I mean, we regularly, when we do the color, trim and graphic reviews... I've got a German girl that works for me called Darline, Darline Vogel, and Darline's amazing. We always sit down with 60 or 70 amazing ideas for color, trim and graphic, and we've got to pick four out of them. And a lot of the time the hardest thing is going "It should be that one."

So yeah, again, I just feel very blessed that we've got such a great team both in India and in the UK. So the team's split. We've got two studios, so there's about 35 industrial designers, well, industrial designers, model makers, color, trim and graphic, all the different areas of design. So yeah, I'm very blessed. I've got such a talented team, and it's good. It's very good.

How long has the team been together?

It's an interesting question. So as I said before, my background is I have my own industrial design company, and we started that business in 2000 and, well, 2001, 2000. And it started with myself and a guy called Ian Wride. We met at university.

When we left uni, we started this business, and we hired a bunch of guys, and then we worked with Royal Enfield from about 2005. And then in 2015, Siddhartha [Lal] asked us if we'd join the company, and we'd become employees. So we took a bunch of the guys with us to Royal Enfield.

But over that time period, the guy that ran the studio in India, who still runs the studio in India, a guy called Sivakumar, Siva was working at Royal Enfield the first time I visited India. So I've known Siva for nearly 20 years. I've known Ian for nearly 20 years.

And then we employed a bunch of the guys that used to work for us and then other designers. So people like Adrian, people like Steve Everitt that worked for us, they were all close friends. They were all people I knew and I'd worked with before and that I knew would be right for Royal Enfield. As soon as I had the job of being head of design, I went and headhunted those people. So as a team, we've known each other for probably 20 years now.

We've been working together at Royal Enfield for probably since about 2015, 2016. But as I say, people like Decker, who worked for me, people like Siva, we've been working together for 20 years now, and it's got a lovely family feel, as well. The team is a team, which is lovely.

Is there anything else you'd like to tell us about?

I'm just super, super delighted with the product.
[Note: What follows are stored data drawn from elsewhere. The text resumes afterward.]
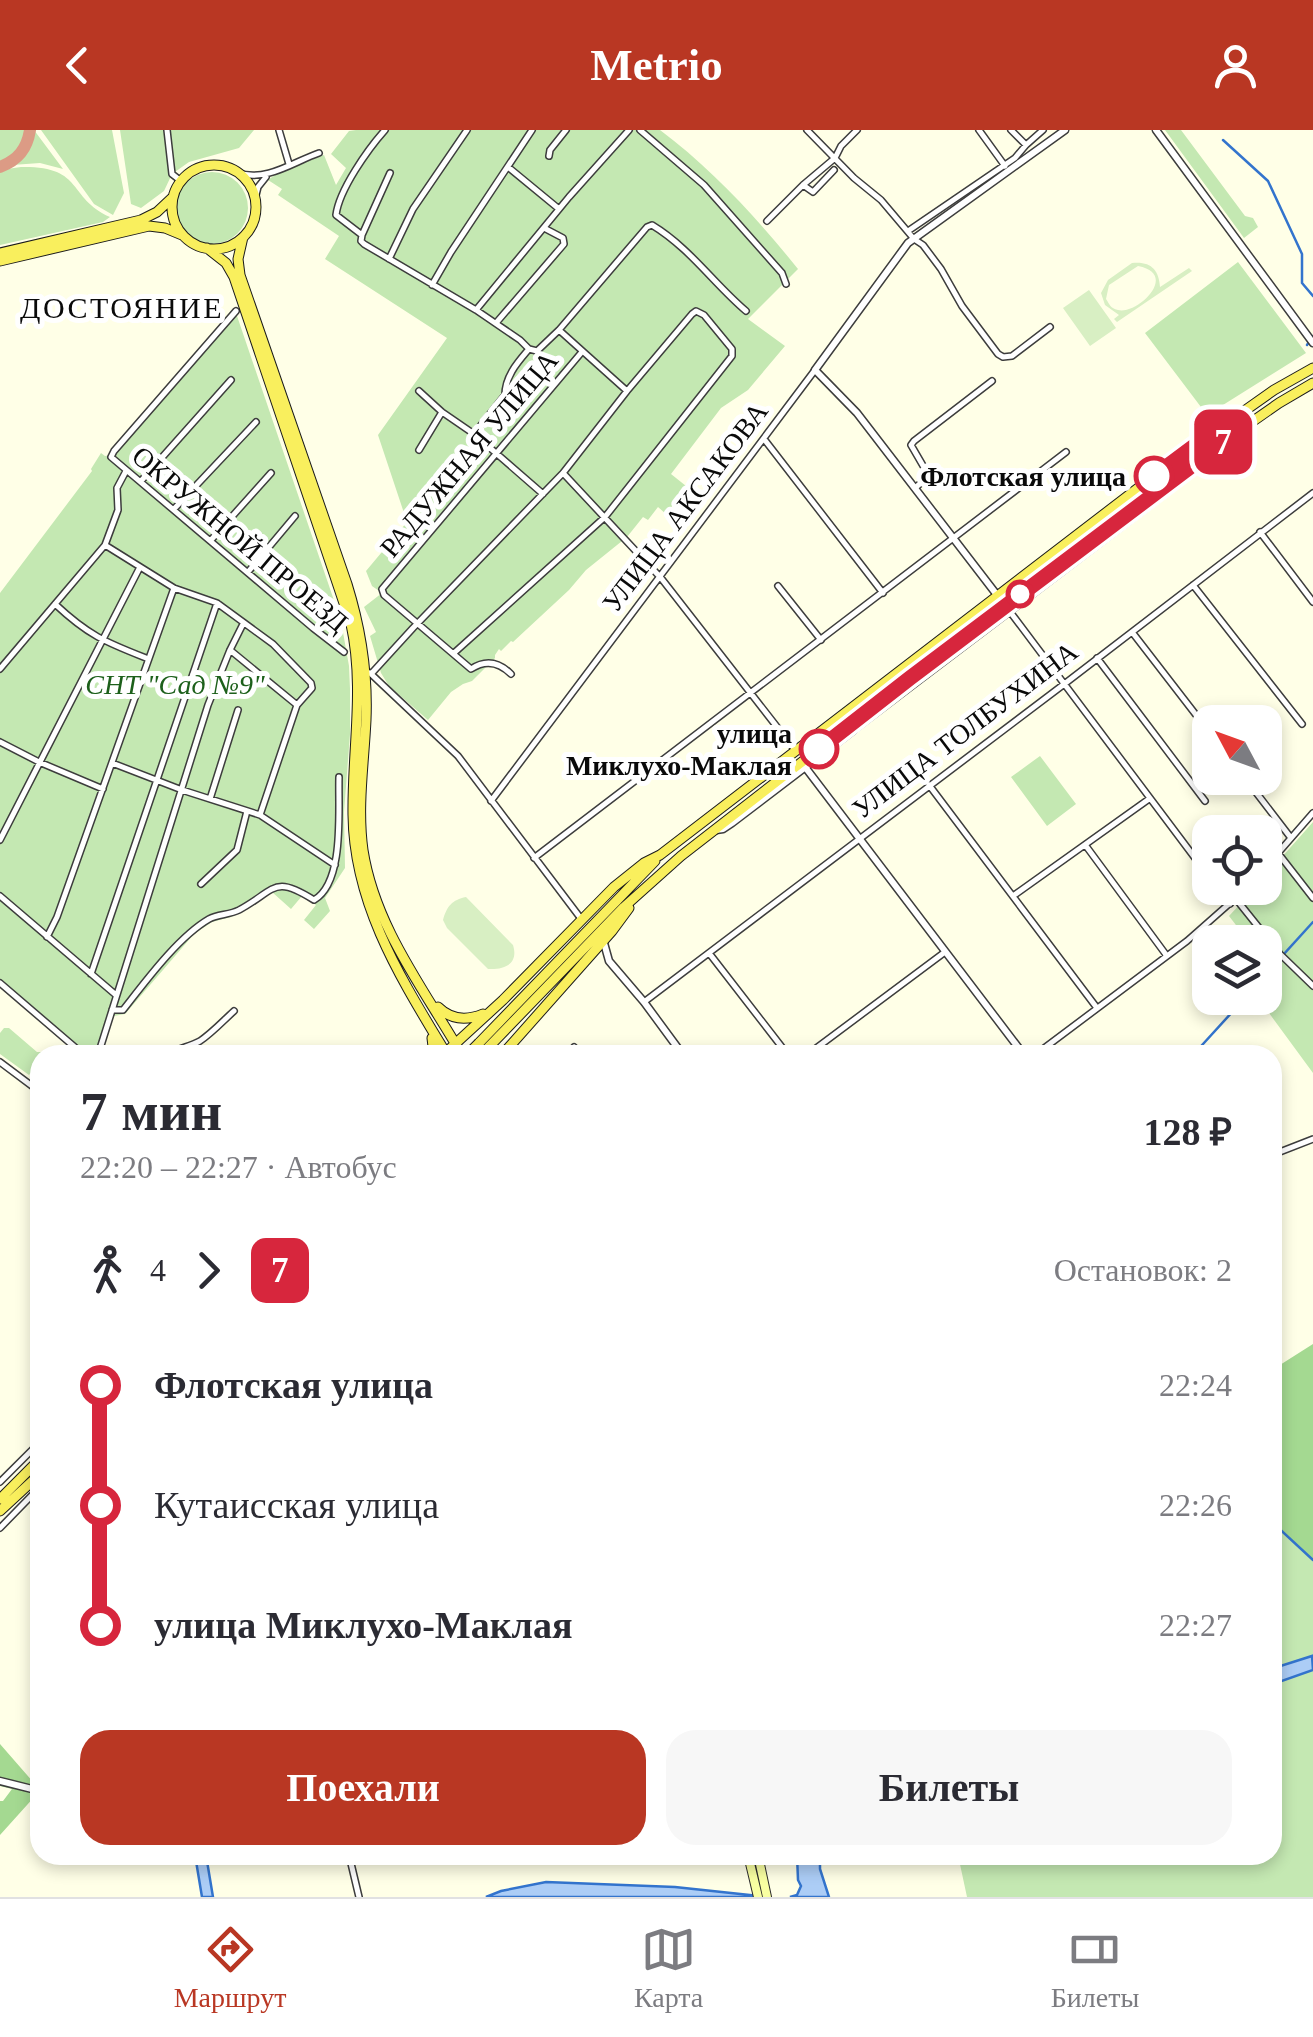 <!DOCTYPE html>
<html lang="ru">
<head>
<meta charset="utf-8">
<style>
	:root { --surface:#fff; --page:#f7f7f7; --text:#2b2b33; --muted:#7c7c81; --line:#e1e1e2; --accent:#b93723 }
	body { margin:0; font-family:"Times New Roman",serif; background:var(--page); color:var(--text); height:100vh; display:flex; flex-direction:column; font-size:38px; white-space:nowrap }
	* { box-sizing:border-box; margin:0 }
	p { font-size:32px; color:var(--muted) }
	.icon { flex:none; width:55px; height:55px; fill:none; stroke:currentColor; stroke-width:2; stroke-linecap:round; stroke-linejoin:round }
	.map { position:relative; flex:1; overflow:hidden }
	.panel { position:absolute; left:30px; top:915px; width:1252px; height:820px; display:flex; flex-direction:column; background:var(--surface); border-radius:30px; box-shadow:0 5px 15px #0003 }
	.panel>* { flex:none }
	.badge { padding:0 20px; border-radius:15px; font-size:35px; line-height:65px }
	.needle { width:65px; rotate:311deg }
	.buttons { position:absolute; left:1192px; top:575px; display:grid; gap:20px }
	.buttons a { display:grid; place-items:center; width:90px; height:90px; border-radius:20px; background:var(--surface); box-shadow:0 5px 15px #0003; font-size:50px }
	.map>.badge { position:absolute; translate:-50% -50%; box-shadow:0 0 0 5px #fff }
	.legs { display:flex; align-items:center; gap:15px; height:110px; padding:0 50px; font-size:32px }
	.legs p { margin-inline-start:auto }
	.summary { display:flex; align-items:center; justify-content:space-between; height:170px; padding:0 50px }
	h1 { font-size:55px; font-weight:600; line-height:75px }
	.cta { display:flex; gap:20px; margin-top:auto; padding:20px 50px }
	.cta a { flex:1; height:115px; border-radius:30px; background:var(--accent); color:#fff; font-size:40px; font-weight:600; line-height:115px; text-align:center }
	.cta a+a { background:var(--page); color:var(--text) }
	ul { padding:0 50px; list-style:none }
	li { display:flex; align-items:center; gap:35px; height:120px; font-size:38px }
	li i { display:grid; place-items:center; width:15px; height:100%; margin:0 12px; background:currentColor }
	li i::after { content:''; width:25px; height:25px; margin:-12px; border:8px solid; border-radius:50%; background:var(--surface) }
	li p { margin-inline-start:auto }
	li:first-child i { background:linear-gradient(#0000 50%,currentColor 0) }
	li:last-child i { background:linear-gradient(currentColor 50%,#0000 0) }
	header { display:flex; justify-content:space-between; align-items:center; height:130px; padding:0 50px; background:var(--accent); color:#fff; font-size:45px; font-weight:600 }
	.tabs { display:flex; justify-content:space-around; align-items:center; height:140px; border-top:2px solid var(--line); background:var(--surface); font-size:28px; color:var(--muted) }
	.tabs a { display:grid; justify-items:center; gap:5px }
	.tabs .current { color:var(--accent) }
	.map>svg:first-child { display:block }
	.green { fill:#c4e8b2 }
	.forest { fill:#a4d991 }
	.pitch { fill:#d8efc3; fill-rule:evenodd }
	.water { fill:#accdf6; stroke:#3374cd; stroke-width:2.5 }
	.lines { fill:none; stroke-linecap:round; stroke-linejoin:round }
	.stream { stroke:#3374cd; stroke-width:2.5 }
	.taxiway { stroke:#dc9b85; stroke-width:12 }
	.minor-casing { stroke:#3d3d3d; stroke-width:8 }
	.tertiary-casing { stroke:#3d3d3d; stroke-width:9 }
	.secondary-casing { stroke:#2c2c2c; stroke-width:10 }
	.primary-casing { stroke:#1b1b1b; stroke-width:11 }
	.minor { stroke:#fff; stroke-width:5 }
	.tertiary { stroke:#fff; stroke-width:6 }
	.secondary { stroke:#f9ffa2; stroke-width:8 }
	.primary { stroke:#f9ef5d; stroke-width:9 }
	.primary-bridge-casing { stroke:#1b1b1b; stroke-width:11; stroke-linecap:butt }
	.primary-bridge { stroke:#f9ef5d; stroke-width:9 }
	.line-1-casing { stroke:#fff; stroke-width:22 }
	.line-1 { stroke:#d7263d; stroke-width:15 }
	.stop-1-dot { fill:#fff; stroke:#d7263d; stroke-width:5 }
	.labels { text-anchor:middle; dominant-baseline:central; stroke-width:10; stroke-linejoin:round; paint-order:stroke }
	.street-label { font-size:28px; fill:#0a0a0a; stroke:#fff }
	.stop-label { font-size:28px; font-weight:bold; fill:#0a0a0a; stroke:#fff; text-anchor:end }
	.park-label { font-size:28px; font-style:italic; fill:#1d601b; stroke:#fff }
	.neighbourhood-label { font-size:30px; letter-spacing:2.5px; fill:#0a0a0a; stroke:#fff }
</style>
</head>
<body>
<header><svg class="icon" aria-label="back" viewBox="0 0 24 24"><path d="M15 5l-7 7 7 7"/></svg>Metrio<svg class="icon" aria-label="person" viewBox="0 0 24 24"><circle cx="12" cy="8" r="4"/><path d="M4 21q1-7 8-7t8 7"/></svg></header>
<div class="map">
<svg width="1313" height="1767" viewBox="0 0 1313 1767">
	<rect width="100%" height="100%" fill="#ffffe7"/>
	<!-- green -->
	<path class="green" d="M0,0h28c-2,17 -11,29 -28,33z
		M33,0h1l29,39 -23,-6 -28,2 16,-15z
		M41,0h71l12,63 -11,22 -19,-11z
		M120,0h134l-15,18 -50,14 -17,12 -8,17 -23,17 -10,-4z
		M356,0h304c52,39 97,88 138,139l-50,50 37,27 -37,44 -27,18 -50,66 25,20 -13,13 -7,-6 -10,13 -8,-7 -10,13 -5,-3 -16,20 -41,33 -17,20 -56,52 -2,-1 -10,10 -2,-2 -4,6v3l-23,23 -9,3 -12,8 -23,28 -39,-34 -8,-13 -11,-37 6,-4 -12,-25 18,-14 -10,-7 -6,-15 41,-49 -29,-87 69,-97 -122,-79 14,-23 -61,-41 4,-6 -14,-9 11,-8 45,-17 12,30 10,-17 -15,-14 18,-23z
		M1165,0h16l64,86 8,2 5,9 -14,11z
		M21,37c64,-1 45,30 89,50l-7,5 -103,23v-75z
		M176 78a36 36 0 1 1 72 0a36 36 0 1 1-72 0Z
		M1238,132l68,91 -99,62 -62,-82z
		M236,183l105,308 8,45 1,23v45l-6,78 1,56 -20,30 5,13 -16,18 -10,-9 12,-15 -14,-9 -11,13 -19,-17 -41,25 -19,5 -18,12 -69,80 -11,2 -17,39h-11l-86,-72v-390l92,-122 -1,-2 10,-16 4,3 8,-1z
		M1040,626l36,48 -29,22 -36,-49z
		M1313,692v251l-55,-75h7v-56h-16l-20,-26 26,-28h10v-12z
		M4,898h5l28,24h5l-3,7 1,3 -11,13 -29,-21v-21z
		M1273,1392l40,38v337h-346l-9,-42h257l5,4 21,1 6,-5h25l1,-21 2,-2 4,-32 -7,-6z"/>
	<!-- forest -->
	<path class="forest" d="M1313,1214v216l-40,-38 -1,-152z
		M0,1614l34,39 2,12 -36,40v-34h3l9,-12 -12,-3z"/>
	<!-- pitch -->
	<path class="pitch" d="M1132,133c19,-2 27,7 28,24l29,-19 3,3 -75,51 -3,-3 5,-4 -14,-10 -4,-12 7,-13zM1138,136c42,8 -1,49 -20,44 -8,-2 -8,-5 -12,-11l3,-14z
		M1089,160l27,38 -26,18 -27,-38z
		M466,767l47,48c6,19 -9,25 -25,24l-41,-41 -4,-8c4,-14 9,-20 23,-23z"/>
	<!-- water -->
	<path class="water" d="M1312,1526l1,14 -34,12 -5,-14z
		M195,1725h11l7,42h-11z
		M797,1725h23v14l9,28h-39l7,-2 4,-9 -3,-6z
		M546,1752l129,5 93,10h-282l15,-6z"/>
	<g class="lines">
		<!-- stream -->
		<path class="stream" d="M1223,10l45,41 34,73v29l11,13
			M1307,215l6,-9
			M1265,845l48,-53
			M1193,925l52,-57
			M1272,1392l41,38"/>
		<!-- taxiway -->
		<path class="taxiway" d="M0,37c18,-7 27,-18 30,-37"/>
		<defs>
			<path id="minor" d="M167,0l5,44 9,7
				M279,0l10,34
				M385,0c-17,19 -46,60 -49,85l26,20 -1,6 3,3 112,66 44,30 9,9
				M640,0l64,55 78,88 4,11
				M807,0l47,48 27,22 33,39 9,6 18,24 21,37 36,48 5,3 9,-1 38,-29
				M979,0l26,36
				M1011,0l15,15
				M549,26l1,-6 16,-20
				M508,37l51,42
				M238,43c29,9 55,-11 81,-20
				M803,55l10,7 21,-22
				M255,69l3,-12 8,-10
				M767,91l36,-36 32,-27 6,-12 16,-16
				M908,101l107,-73 11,-13 17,-15
				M362,105l28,-62
				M389,129l24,-50 54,-79
				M432,155l19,-33 81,-122
				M476,180l93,-113 60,-67
				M236,181l-122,140 -3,6 202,171 31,24
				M496,193l68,-79 -1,-6 -19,-10
				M559,200l68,61
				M419,261l23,21 32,22 69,60
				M474,304l31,-39c0,-19 13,-33 24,-46l8,2 22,-21 88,-103 5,-2c38,23 62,59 94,86
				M764,309l119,154
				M419,320l23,-38
				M563,343l98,105 134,172
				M141,351l90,-101
				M915,358l14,-12 -18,-31 3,-4 78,-60
				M174,379l82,-87
				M1260,402l53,70
				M211,410l60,-67
				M105,415l69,43 43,15 56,41 38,39 1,5 -15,17 -67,-55
				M248,442l47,-56
				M1193,455l109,139
				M778,456l43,54
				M55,474c33,31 50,38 91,54
				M1011,483l199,265
				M1132,502l78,101
				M1097,528l108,143
				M0,539l105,-124 13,-35 -1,-22 9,-17
				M370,543l88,83 124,164
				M371,544l42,-46 150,-155 64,-82 65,-77 4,-3 8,4 28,34v7l-127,161 -151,136
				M511,544c-12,-12 -25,-15 -40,-5l-87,-74 -2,-6 199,-236
				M854,600l366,-278 2,-7
				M0,612l39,20 64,27
				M112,633l70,27 78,25 75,50
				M1245,648l46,60
				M929,655l168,223
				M210,669l28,-89
				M491,671l324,-431
				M260,685l37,-110
				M0,710l140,-273
				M1086,716l81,110
				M1278,723l35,45
				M534,728l532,-406
				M1265,738l48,-55
				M201,754l36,-34 10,-39
				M1217,758l13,16
				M0,766l116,99
				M1013,766l136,-97
				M1236,769l44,55 33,32
				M47,807l10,-20 117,-329
				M709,823l79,102
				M91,844l126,-371
				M0,853l84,72
				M644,872l419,-317 250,-192
				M112,880h11c22,-28 55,-73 86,-91 9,-5 20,-4 30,-9 37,-20 34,-36 75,-10 31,-18 24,-90 25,-123
				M574,917l6,8
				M98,925l110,-350 22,-55 13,-26
				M167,925c10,-7 22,-8 33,-14 12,-8 23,-20 34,-30
				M807,925l138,-103
				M1035,925l152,-114 60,-53
				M0,932l40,30
				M1272,1025l41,-16
				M37,1239l3,3
				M0,1352l40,-40
				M0,1398l40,-41
				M349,1725l10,42"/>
			<path id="tertiary" d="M1156,0l157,213
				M997,465l-140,-182 -42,-43 93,-127 157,-113
				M802,633l222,292
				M716,700l7,-1 9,-6 122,-93 -4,-6
				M604,813l5,18 35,41 39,53
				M0,1651l40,10"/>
			<path id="secondary" d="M748,1725l10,42
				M758,1725l9,42"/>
			<path id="primary" d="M172 77a42 42 0 1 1 84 0a42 42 0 1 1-84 0Z
				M243,107l-5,22 2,16 107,309c14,45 21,89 19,136 -2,43 -9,87 -3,130 12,77 61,139 99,205
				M207,118l19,15 8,14 117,347c14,64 1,126 2,191 1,91 49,165 94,240
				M0,123l141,-33 16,-8 16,-15
				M0,131l149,-35 16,2 17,7
				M438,877c13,13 28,14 45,7
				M432,908l2,17
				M479,913l176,-182
				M443,925l60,-55 111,-113 30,-24 16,-8 512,-393 102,-72 39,-22
				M481,925l143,-148 57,-51 229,-178 306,-231 63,-44 34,-20
				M502,925l110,-124 17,-23
				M0,1369l40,-40
				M0,1381l40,-37"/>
		</defs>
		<!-- minor casing -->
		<use href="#minor" class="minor-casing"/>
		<!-- tertiary casing -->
		<use href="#tertiary" class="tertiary-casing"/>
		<!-- secondary casing -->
		<use href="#secondary" class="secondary-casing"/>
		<!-- primary casing -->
		<use href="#primary" class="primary-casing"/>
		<!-- minor -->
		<use href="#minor" class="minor"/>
		<!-- tertiary -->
		<use href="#tertiary" class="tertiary"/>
		<!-- secondary -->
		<use href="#secondary" class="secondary"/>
		<!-- primary -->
		<use href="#primary" class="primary"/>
		<defs>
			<path id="primary-bridge" d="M467,925l12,-12"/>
		</defs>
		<!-- primary-bridge casing -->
		<use href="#primary-bridge" class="primary-bridge-casing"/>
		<!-- primary-bridge -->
		<use href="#primary-bridge" class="primary-bridge"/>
	</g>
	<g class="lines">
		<defs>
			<path id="line-1" d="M819,619l91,-71 328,-247 -9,-11 -75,56"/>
		</defs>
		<!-- line-1 casing -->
		<use href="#line-1" class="line-1-casing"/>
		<!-- line-1 -->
		<use href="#line-1" class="line-1"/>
	</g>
	<!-- markers -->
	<g class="stop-1-dot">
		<circle cx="1154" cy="346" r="18"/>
		<circle cx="1020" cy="464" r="12"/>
		<circle cx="819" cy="619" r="18"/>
	</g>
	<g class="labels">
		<!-- street labels -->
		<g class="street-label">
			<text transform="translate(469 324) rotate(-50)">РАДУЖНАЯ УЛИЦА</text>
			<text transform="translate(685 377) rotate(-53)">УЛИЦА АКСАКОВА</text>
			<text transform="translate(240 409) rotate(40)">ОКРУЖНОЙ ПРОЕЗД</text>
			<text transform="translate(965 600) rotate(-37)">УЛИЦА ТОЛБУХИНА</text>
		</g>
		<!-- stop labels -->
		<g class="stop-label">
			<text x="1126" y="346">Флотская улица</text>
			<text x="792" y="603">улица<tspan x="792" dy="32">Миклухо-Маклая</tspan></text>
		</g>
		<!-- park labels -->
		<g class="park-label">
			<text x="175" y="554">СНТ "Сад №9"</text>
		</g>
		<!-- neighbourhood labels -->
		<g class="neighbourhood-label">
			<text x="122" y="177">ДОСТОЯНИЕ</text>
		</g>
	</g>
</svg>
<div class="buttons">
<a><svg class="needle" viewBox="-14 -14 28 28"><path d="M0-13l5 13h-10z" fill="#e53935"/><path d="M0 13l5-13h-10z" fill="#7c7c81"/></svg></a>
<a><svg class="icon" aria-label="locate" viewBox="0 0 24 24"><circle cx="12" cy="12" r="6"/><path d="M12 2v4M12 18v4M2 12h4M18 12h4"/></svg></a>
<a><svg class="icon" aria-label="layers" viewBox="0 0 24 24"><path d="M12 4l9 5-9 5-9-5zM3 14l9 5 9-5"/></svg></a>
</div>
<b class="badge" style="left:1223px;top:312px;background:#d7263d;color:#fff">7</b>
<section class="panel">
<div class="summary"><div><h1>7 мин</h1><p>22:20 – 22:27 · Автобус</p></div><b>128 ₽</b></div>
<div class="legs"><svg class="icon" aria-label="walk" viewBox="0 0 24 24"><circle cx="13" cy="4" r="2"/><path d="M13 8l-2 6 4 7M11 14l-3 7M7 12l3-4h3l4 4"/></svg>4<svg class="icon" aria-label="forward" viewBox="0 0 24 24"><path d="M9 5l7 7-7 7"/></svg><b class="badge" style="background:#d7263d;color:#fff">7</b><p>Остановок: 2</p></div>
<ul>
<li><i style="color:#d7263d"></i><b>Флотская улица</b><p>22:24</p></li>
<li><i style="color:#d7263d"></i><span>Кутаисская улица</span><p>22:26</p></li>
<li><i style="color:#d7263d"></i><b>улица Миклухо-Маклая</b><p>22:27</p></li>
</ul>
<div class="cta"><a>Поехали</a><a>Билеты</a></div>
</section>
</div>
<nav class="tabs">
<a class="current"><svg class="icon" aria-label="directions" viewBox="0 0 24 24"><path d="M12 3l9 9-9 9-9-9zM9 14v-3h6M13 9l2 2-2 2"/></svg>Маршрут</a>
<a><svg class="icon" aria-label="map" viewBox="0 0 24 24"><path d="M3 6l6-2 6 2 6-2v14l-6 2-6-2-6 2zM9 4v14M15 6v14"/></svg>Карта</a>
<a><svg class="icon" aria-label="tickets" viewBox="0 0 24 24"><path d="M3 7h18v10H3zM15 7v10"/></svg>Билеты</a>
</nav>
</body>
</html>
It's awesome to be here doing it. I love LA. LA is wicked. The roads here... Angeles Crest is just amazing. We don't get roads like that in England. You get roads like that in India, actually. There are some roads like that in India. India's got some amazing roads. Have you ever been to India?

Not yet.

You need to go. We do a big brand event every year at Rider Mania, or Motoverse now, which is in Goa. And we have about 15,000 Royal Enfield owners ride from all over India.

It's a huge music festival, and you get all kinds of music genres and styles, and then there's flat track racing. There's grass track scrambles, hill climbs, all sorts of competitions, and the energy and the vibe is just amazing, and you should definitely go. It's brilliant. And India's an amazing place to ride a bike.

I'm just very happy to be here doing this. I mean, we've had a stonking year. Eighteen months ago we started with the Hunter. Then we had the Super Meteor. We've had the Bullet 350, we've always had the new Himalayan, which is amazing, and now this. We're on a roll, I think. So I just hope people like it. I mean, that's what motivates me, is our customers, people like yourself saying, "Yeah, this is a great bike."